* [Problem details]:
Locate the lines of the listing below that hold "Stern", then copy each of them.

* [Data for analysis]:
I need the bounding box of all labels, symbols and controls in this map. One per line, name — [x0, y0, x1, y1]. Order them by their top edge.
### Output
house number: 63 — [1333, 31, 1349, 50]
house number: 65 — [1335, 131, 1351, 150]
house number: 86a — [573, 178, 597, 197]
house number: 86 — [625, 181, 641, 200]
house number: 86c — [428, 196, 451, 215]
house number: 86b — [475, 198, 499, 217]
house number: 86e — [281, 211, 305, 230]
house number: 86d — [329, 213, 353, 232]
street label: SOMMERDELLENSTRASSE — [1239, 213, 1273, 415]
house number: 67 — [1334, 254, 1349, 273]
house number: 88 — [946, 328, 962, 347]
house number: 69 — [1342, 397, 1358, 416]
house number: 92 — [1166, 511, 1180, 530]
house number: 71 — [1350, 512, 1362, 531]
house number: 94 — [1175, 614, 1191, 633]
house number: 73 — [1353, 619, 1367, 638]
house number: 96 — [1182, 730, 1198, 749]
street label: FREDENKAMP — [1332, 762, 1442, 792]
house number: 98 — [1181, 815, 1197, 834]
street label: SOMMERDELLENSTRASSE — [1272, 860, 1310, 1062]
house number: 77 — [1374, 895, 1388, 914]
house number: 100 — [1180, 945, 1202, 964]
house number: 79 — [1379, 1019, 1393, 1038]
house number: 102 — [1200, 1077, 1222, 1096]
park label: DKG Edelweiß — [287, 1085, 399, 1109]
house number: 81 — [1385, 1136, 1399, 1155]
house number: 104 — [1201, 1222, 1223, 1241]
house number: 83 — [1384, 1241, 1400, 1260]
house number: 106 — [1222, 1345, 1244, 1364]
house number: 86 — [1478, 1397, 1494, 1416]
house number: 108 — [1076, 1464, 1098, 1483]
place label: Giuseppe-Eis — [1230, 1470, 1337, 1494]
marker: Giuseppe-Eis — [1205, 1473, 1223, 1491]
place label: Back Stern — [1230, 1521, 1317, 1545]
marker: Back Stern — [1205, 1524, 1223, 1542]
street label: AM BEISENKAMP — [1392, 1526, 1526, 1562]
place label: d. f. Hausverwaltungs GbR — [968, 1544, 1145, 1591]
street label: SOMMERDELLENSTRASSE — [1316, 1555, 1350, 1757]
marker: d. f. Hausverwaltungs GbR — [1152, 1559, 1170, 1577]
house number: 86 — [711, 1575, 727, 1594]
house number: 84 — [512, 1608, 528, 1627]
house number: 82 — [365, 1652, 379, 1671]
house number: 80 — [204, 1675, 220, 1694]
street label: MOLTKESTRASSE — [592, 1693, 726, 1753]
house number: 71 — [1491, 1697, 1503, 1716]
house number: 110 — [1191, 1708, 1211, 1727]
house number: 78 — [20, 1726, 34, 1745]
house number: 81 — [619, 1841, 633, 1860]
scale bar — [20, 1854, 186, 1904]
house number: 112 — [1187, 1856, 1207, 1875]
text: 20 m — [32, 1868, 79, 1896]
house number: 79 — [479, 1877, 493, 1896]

* [Task answer]:
place label: Back Stern — [1230, 1521, 1317, 1545]
marker: Back Stern — [1205, 1524, 1223, 1542]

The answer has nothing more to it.